As I may have mentioned before, I've put on a few unwanted pounds since getting married. Well, I have a few unwanted pounds BEFORE I got married, but after the wedding it seemed that all my clothes were getting smaller and smaller. I didn't want to admit I was getting bigger and bigger. (Ok, I'm not THAT big.) And I'm really NOT that big. But I'm big enough that half my clothes don't fit, I weigh more than I ever have before and I'm definitely not comfortable with that.

Enter 10 pound challenge.

A ray of hope in my darkening, ever-growing world.

You mean, I get COLLEGE CREDIT and I don't have to do a research paper if I do this? Where do I sign up!?!

But it's a little harder than you'd think. I'm beginning to realize that. 10 pounds that were all but too easy to gain are a lot harder to lose. But I know I can do it. I still have 13-14 weeks left. No problem.

I am cutting out carbonated beverages. I never used to have a problem with those I've gotten in the habit of drinking them entirely too regularly as of late.

I WILL NOT overeat. I figured out my desired caloric intake and I'm sticking to it. It may take a little while to get used to but eventually it will get easier.

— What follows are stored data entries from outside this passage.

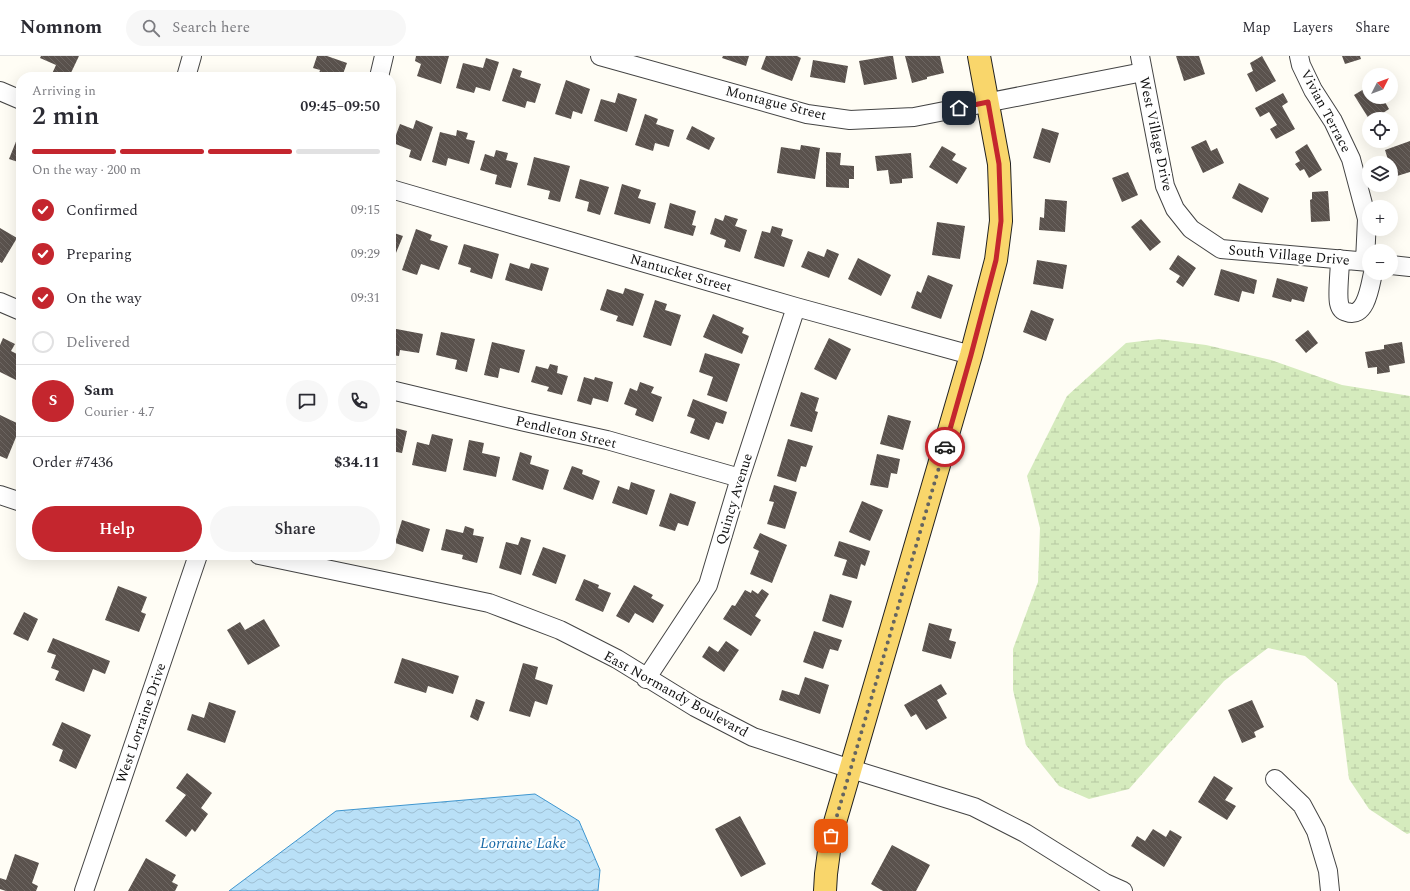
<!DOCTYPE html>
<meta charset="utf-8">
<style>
:root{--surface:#fff;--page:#f7f7f7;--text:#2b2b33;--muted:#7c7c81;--line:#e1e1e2;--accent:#c4262e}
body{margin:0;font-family:Spectral,serif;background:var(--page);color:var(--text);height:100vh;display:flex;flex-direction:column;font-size:15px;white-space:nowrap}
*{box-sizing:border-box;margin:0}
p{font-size:13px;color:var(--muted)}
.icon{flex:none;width:22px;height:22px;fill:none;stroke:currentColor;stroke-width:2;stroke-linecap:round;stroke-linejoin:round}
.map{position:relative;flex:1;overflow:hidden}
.panel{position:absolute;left:16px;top:16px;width:380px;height:488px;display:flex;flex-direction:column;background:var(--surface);border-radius:16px;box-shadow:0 4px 16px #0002}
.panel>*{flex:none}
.needle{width:26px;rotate:48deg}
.buttons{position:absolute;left:1362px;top:12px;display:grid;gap:8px}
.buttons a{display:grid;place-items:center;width:36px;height:36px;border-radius:50%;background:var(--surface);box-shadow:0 4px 16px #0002;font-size:20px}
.pin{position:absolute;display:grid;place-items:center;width:34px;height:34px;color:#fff;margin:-17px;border-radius:8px;box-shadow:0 2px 6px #0006}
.courier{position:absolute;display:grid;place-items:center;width:40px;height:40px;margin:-20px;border:3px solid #c4262e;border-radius:50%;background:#fff;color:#222;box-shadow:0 1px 5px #0007}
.overview em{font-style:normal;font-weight:600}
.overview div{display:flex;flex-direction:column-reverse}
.overview{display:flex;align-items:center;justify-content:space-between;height:68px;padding:0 16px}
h1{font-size:26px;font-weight:600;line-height:30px}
.bar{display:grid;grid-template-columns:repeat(4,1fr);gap:6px 4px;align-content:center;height:48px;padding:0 16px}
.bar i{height:5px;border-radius:3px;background:var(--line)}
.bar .on{background:var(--accent)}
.bar p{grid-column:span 4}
.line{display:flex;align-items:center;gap:10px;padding:0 16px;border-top:1px solid var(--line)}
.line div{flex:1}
.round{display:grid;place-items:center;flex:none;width:42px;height:42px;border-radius:21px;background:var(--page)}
ol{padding:0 16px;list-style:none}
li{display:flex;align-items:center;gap:12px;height:44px}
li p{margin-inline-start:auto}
li .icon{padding:4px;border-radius:50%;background:var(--accent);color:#fff;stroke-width:4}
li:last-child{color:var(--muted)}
li i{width:22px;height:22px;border:2px solid var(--line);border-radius:50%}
.cta{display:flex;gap:8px;margin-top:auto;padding:8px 16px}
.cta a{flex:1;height:46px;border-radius:24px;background:var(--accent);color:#fff;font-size:16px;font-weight:600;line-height:46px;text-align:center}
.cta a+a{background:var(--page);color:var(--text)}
header{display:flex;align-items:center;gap:24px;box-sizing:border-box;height:56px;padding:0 20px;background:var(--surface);border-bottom:1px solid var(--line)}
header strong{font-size:19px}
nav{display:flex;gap:22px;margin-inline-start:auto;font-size:14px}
.search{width:280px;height:36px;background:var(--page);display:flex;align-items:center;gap:10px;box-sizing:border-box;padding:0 14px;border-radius:22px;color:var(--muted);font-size:15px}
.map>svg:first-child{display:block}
.wetland{fill:url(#wetland-marsh)}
.water{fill:url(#water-waves);stroke:#3f96cf}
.building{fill:url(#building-back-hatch)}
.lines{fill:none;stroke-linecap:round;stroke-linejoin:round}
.minor-casing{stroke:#444;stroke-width:20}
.major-casing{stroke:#222;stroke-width:24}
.minor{stroke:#fff;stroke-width:18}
.major{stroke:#f9d66b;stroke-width:22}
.done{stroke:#646461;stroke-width:4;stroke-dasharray:0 7.2}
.route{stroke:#c4262e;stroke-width:5}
.labels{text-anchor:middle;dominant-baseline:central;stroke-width:4;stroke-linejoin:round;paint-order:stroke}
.street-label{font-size:14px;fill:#111;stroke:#fff}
.water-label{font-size:15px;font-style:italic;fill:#1768a6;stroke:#fff}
</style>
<header>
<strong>Nomnom</strong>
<div class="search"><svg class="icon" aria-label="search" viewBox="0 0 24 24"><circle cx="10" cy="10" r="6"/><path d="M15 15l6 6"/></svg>Search here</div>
<nav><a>Map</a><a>Layers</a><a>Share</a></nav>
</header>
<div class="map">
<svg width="1410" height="835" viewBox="0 0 1410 835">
<defs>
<pattern id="wetland-marsh" width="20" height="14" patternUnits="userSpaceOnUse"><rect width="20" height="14" fill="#d5ebbd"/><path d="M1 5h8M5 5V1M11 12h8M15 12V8" fill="none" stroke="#b6c8a1"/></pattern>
<pattern id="water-waves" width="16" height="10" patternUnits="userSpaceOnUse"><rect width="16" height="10" fill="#b9e0f7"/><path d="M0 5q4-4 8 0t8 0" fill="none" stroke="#9ebfd3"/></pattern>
<pattern id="building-back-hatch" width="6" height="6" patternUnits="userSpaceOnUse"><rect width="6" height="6" fill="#5a524d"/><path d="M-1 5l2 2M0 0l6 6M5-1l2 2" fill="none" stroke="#6d6662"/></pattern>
</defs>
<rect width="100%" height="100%" fill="#fffdf5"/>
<path class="wetland" d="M1159 283 1206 289 1271 304 1342 329 1410 340V777L1407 778 1369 753 1349 723 1337 627 1305 600 1268 592 1224 625 1129 733 1089 743 1059 730 1026 689 1013 634V593L1038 526 1040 472 1027 420 1067 340 1126 287Z"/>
<path class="water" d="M535 738 579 765 600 814 598 835H229L336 755Z"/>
<path class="building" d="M41 0H79L69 21H53L51 20 56 9 40 2Z
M317 0H327L347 7 343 18 339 16 337 21H318L320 14 313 12Z
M416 0H449L441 28 417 20 421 8 415 5Z
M723 0H749L746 10 722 2Z
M766 0H797L801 2 792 25 761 13Z
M889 0H893L897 23 864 29 859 5Z
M905 0H940L944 17 927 21V23L912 27Z
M1176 0H1199L1205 18 1184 25Z
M1262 0 1276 25 1256 36 1247 18 1253 15 1250 7Z
M1342 0H1360L1361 3 1345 8Z
M486 2 499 6 490 35 476 31 474 37 456 32 463 7 483 12Z
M813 4 848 10 845 27 810 21Z
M513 12 522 15 520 21 541 28 535 47 527 45 525 52 502 45Z
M120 17 130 21H118Z
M566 24 590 33 582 58 573 55 571 63 555 58Z
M1369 30V41H1393L1385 46 1389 53 1374 63H1369L1354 39Z
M618 37 637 43 627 76 594 65 601 43 615 47Z
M1283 37 1288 46 1282 50 1295 73 1276 83 1270 73 1277 69 1269 56 1260 61 1255 52Z
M645 58 658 63 656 68 674 74 669 91 655 87 653 95 635 89Z
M416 64 433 71 421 105 409 101 411 94 393 87 400 68 413 73Z
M692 70 715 82 709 94 686 83Z
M1042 72 1059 77 1050 107 1033 102Z
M457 74 468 77 466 83 475 85 469 108 448 102 446 110 432 106 440 76 456 80Z
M17 83 21 84V103L20 102 18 106 9 103Z
M1206 84 1211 95 1217 92 1224 107 1203 117 1191 91Z
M1410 85V116L1397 120 1392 106 1389 107 1385 94Z
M1307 88 1322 114 1309 122 1304 113 1300 115 1295 108 1300 105 1295 96Z
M801 89 820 92 815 123 777 117 781 91 800 94Z
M942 90 956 98 952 104 967 112 957 128 929 111Z
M496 94 508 97 506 104 518 107 511 132 495 128 497 119 480 114 485 98 494 101Z
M826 96 841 97 840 109 854 110V123H849V132L826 131Z
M911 97 913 122 902 123V127L890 128 888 114 877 115 875 100Z
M534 101 570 110 560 146 548 143 550 135 527 129Z
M1128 116 1138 139 1122 146 1112 122Z
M580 123 609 131 600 159 587 155 589 146 575 142Z
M1239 127 1269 142 1262 157 1232 142Z
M622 128 641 134 638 142 656 147 650 168 614 158Z
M1328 135 1330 165 1311 166 1310 144 1312 143V136Z
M1045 143 1067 145 1065 176 1039 174 1040 161 1044 162Z
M670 147 696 155 692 169 696 170 693 180 664 172Z
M725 159 738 163 735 170 747 174 740 196 724 191 726 184 710 178 715 162 723 165Z
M1141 163 1161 186 1150 195 1131 171Z
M937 166 965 170 960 203 932 199Z
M772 170 783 173 781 180 793 184 784 211 754 202 762 175 770 177Z
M0 172 17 182 2 207 0 206Z
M416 173 432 179 430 184 448 190 439 214 421 208 417 219 402 214Z
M391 176 403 180 391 209Z
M464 188 499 198 492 223 470 216 471 212 458 208Z
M827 193 839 198 829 222 801 211 808 195 824 201Z
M1178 199 1196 212 1183 231 1176 226 1180 220 1169 213Z
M858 202 891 219 881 240 848 223Z
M1037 204 1067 209 1063 233 1033 228Z
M510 207 529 213 531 207 549 212 542 235 505 224Z
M1221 213 1257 224 1254 238 1242 235 1239 246 1214 239Z
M928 219 953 229 941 263 911 252 917 235 921 237Z
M1277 222 1308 231 1304 246 1292 243 1291 246 1272 241Z
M625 232 644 238 633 270 616 265 618 260 600 254 607 233 623 238Z
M655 244 667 248 665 254 681 259 671 290 643 281Z
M1031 254 1054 263 1046 285 1023 276Z
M713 258 744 272 742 277 749 280 742 298 703 281Z
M391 272 423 278 419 297 400 294 399 300 391 299Z
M1308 274 1318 287 1306 297 1295 284Z
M441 276 475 283 467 316 455 313 457 304 436 299Z
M3 282 15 288 11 295 21 300 20 326 0 316V289Z
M829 282 851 293 836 324 814 313Z
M492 286 525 294 519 317 500 312 498 322 484 319Z
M1402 286 1405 307 1389 310 1390 316 1377 318V311L1368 312 1365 296 1384 293V289Z
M705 297 740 308 727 346 707 339 713 321 699 316Z
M550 308 558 310 557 317 568 320 562 339 547 335 549 331 531 326 536 310 548 313Z
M584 321 594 324 595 321 613 326 608 346 593 342 591 349 577 345Z
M640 326 654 331 651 337 662 341 653 366 635 359 637 353 624 348 630 332 637 335Z
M801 336 819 342 815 355 818 356 812 376 790 370Z
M693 343 727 356 723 368 716 366 709 384 690 377 695 363 687 360Z
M0 359 21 369 7 403 0 400Z
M888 359 911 365 903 394 880 388Z
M391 371 407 375 402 397 391 395Z
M432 378 453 383 446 416 412 409 417 386 429 389Z
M788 383 813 390 806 411 801 410 796 426 777 420Z
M469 384 484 387 482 397 500 401 496 421 463 414Z
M520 396 532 400 530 408 549 414 543 434 512 424Z
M877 398 900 403 897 418 891 417 888 432 870 429Z
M572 410 583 414 582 418 600 425 593 444 563 433Z
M631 426 655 434 647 459 612 447 618 430 629 434Z
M774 429 797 436 785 473 767 468 774 446 769 445Z
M670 437 696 446 688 470 678 467 675 475 659 470Z
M862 445 883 454 870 485 849 476Z
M402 464 430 473 423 496 395 487Z
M465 470 474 473 473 479 484 481 477 507 462 503 463 499 441 494 446 473 463 477Z
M760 477 787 489 772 527 750 518 759 495 753 492Z
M521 481 531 484 521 519 499 512 506 486 518 489Z
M839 485 870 495 865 510 861 508 857 523 842 519 847 504 834 500Z
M543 491 566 499 556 528 532 519Z
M584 523 599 529 598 532 611 537 603 556 575 544Z
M634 529 653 539 651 542 664 549 653 567 635 557 629 567 616 560Z
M118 530 147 541 141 556 146 558 139 576 105 564Z
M762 533 769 538 755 560 761 564 751 580 723 563 732 549 735 550 745 534 751 537 752 534 758 538Z
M830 538 852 545 843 572 822 565Z
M24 556 38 563 28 585 13 578Z
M264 563 280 590 248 609 227 574 240 566 245 574Z
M929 567 952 573 949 584 956 586 951 603 922 595Z
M814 575 842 584 838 595 830 593 823 613 803 606Z
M53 582 110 605 105 618 93 613 84 636 55 624 59 615 51 612 56 599 47 596Z
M726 585 739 594 724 616 702 601 709 590 718 596Z
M402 602 459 620 453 638 428 630 426 637 394 627Z
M523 607 538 611 535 623 553 629 547 649 535 645 530 661 509 655Z
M805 621 829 629 820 658 779 644 782 634 799 639Z
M941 628 947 638 937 644 947 662 926 674 916 658 911 661 904 649Z
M476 643 485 646 478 665 470 661Z
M1252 644 1264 671 1254 676 1256 681 1242 687 1228 654Z
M209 646 236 655 225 687 187 674 192 658 204 662Z
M62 666 91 679 76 713 59 705 63 694 52 689Z
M187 717 212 737 201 752 208 758 195 776 192 773 186 781 165 765 186 739 176 732Z
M1214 720 1233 732 1225 744 1236 750 1227 764 1198 746Z
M740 760 766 808 741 821 715 773Z
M1153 773 1166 781 1170 774 1182 781 1164 811 1131 790 1137 780 1145 785Z
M892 789 930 809 916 835H883L871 828Z
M15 798 39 807 32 827 38 830 36 835H6L0 833V822L6 824Z
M146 802 176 819 172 826 178 829 175 835H128Z"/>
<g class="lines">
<defs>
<path id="minor" d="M600 0 807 58 850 64 914 61 1143 16
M1140 0 1165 130 1175 153 1191 173 1221 193 1369 206
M1299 0 1301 9 1313 34 1333 65 1351 103 1367 163 1365 205
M186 21 192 0
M379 21 384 0
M0 35 21 44
M391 133 796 251 971 299
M1340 203C1340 215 1337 237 1339 247 1340 252 1342 255 1347 256 1366 263 1370 230 1373 217
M1391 209 1410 211
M0 246 21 255
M391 334 525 366 607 384 740 422
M0 439 21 446
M259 499 489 547 560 574 617 603 695 651 753 681 851 713 974 751 1025 777 1105 827 1123 835
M646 623 708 529 740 422 796 251
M1275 723 1302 749 1316 775 1328 815 1330 835
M84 835 198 499"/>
<path id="major" d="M825 835 826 818 831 780 971 299 996 204 1001 165 999 108 979 0"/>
</defs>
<use href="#minor" class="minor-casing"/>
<use href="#major" class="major-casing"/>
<use href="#minor" class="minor"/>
<use href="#major" class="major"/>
</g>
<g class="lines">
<path class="done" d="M831 780 945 391"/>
<path class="route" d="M945 391 971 299 996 204 1001 165 999 108 988 46 959 52"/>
</g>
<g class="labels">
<g class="street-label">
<text transform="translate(776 47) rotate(14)">Montague Street</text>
<text transform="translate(1326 55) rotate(62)">Vivian Terrace</text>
<text transform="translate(1156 78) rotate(78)">West Village Drive</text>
<text transform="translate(1289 199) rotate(5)">South Village Drive</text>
<text transform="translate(681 217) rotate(16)">Nantucket Street</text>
<text transform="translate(566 376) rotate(13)">Pendleton Street</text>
<text transform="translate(734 443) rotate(-73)">Quincy Avenue</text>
<text transform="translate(676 638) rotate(29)">East Normandy Boulevard</text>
<text transform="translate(141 667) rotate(-71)">West Lorraine Drive</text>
</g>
<g class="water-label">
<text x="523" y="787">Lorraine Lake</text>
</g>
</g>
</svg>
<div class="buttons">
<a><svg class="needle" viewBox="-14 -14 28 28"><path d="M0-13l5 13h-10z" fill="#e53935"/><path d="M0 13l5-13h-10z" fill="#7c7c81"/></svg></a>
<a><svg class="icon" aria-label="locate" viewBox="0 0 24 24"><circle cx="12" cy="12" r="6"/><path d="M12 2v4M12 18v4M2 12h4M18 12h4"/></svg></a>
<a><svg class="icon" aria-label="layers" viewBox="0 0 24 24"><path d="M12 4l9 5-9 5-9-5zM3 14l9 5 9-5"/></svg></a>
<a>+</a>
<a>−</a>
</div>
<div class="pin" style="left:831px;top:780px;background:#ea580c"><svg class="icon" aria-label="bag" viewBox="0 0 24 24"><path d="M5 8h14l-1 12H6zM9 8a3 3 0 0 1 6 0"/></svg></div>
<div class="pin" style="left:959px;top:52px;background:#1f2937"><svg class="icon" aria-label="home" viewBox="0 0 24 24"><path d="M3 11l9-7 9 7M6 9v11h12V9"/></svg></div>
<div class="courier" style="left:945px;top:391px"><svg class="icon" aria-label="car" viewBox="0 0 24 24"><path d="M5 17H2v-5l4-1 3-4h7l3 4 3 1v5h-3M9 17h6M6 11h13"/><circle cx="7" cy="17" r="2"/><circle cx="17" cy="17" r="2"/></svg></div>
<section class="panel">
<div class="overview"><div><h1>2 min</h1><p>Arriving in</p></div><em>09:45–09:50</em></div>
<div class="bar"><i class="on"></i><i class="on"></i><i class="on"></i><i></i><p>On the way · 200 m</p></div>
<ol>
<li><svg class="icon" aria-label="check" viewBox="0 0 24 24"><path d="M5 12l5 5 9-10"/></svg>Confirmed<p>09:15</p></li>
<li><svg class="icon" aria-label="check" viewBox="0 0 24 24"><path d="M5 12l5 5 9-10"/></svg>Preparing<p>09:29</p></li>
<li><svg class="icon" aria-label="check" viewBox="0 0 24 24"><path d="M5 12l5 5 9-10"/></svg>On the way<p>09:31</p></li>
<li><i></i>Delivered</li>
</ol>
<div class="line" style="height:72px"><b class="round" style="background:var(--accent);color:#fff">S</b><div><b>Sam</b><p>Courier · 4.7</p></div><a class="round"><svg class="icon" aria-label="chat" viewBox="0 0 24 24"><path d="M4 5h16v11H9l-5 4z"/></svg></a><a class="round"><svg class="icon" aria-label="phone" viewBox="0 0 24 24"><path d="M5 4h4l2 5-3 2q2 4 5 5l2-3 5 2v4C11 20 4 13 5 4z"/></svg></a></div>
<div class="line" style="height:52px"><div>Order #7436</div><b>$34.11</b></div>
<div class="cta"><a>Help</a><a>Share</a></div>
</section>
</div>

I will exercise at least 30 minutes a day. That has been the hardest part. I'm finding it difficult to fit it in around work, school, housework, and homework but I will succeed. And I feel a lot better when I do it. This is my attempt at writing down my goals so I will follow-through.

It's harder than I thought it would be but at least I don't have to write a research paper about diabetes.